In college I took an elective course in Sociology/Anthropology. I was fascinated by reading about the transitions of our ancestors from hunter-gatherer, tribal societies to agrarian societies. There were certainly disruptions to individual lives. The transitions spanned multiple lifetimes, and some societies never transitioned. I remember thinking at the time, and I still think today that we see echoes of that transition in the story of Cain and Abel. Cain was a hunter. Abel was a farmer. When I think of ancestral memory and of societal transitions, I recall those opening lines of the Viking Funeral Chant, “Lo, there do I see my Father. Lo, there do I see my Mother, and my sisters, and my brothers. Lo, there do I see the line of my people back to the beginning.”
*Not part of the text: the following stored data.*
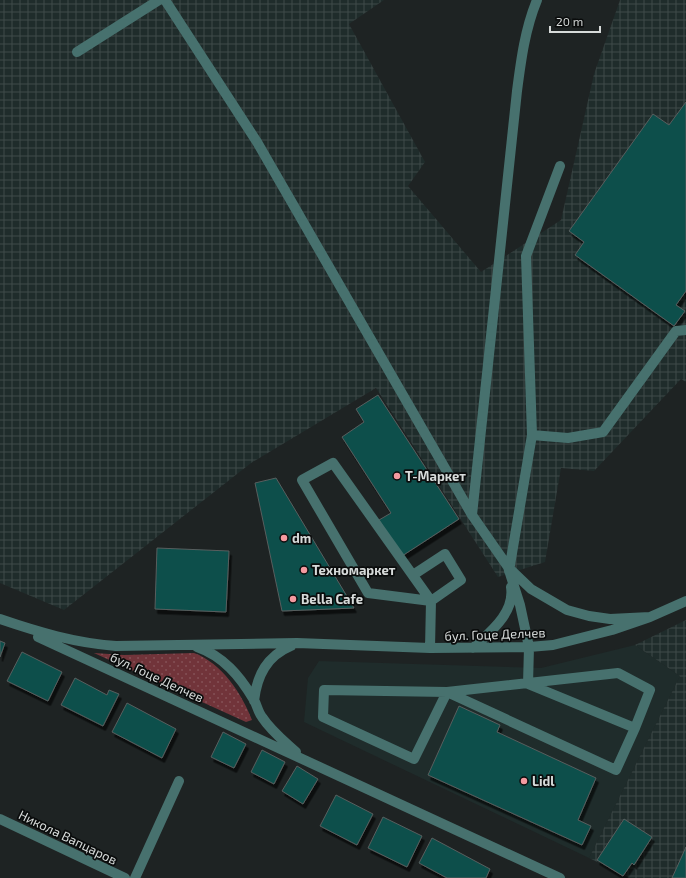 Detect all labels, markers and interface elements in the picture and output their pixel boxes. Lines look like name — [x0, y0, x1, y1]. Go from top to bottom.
scale bar — [550, 8, 600, 34]
text: 20 m — [556, 14, 583, 28]
place label: Т-Маркет — [405, 468, 466, 484]
marker: Т-Маркет — [392, 471, 402, 481]
place label: dm — [292, 530, 311, 546]
marker: dm — [279, 533, 289, 543]
place label: Техномаркет — [312, 562, 396, 578]
marker: Техномаркет — [299, 565, 309, 575]
place label: Bella Cafe — [301, 591, 363, 607]
marker: Bella Cafe — [288, 594, 298, 604]
street label: бул. Гоце Делчев — [444, 624, 546, 644]
street label: бул. Гоце Делчев — [108, 648, 206, 706]
place label: Lidl — [532, 773, 555, 789]
marker: Lidl — [519, 776, 529, 786]
street label: Никола Вапцаров — [16, 806, 120, 868]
As we look back at our ancestors and our ancestors-in-the-faith, we see both change and devotion to keeping important traditions and practices. We see times when people of faith have resisted all change and become mired in thoughts and practices at odds with their societies that have moved on technologically. We see times when they have become bogged down in unhelpful rituals and bureaucracies and lost sight of the simplicity of “Luke 10:27 You shall love the Lord your God with all your heart, and with all your soul, and with all :your strength, and with all your mind; and your neighbor as yourself."
I serve a Congregational Church, part of the UCC. That denomination is part of the Reformed Tradition. A study of the history of Europe in the 16th century quickly reveals both the watershed change in religion and politics and the violent resistance to that change.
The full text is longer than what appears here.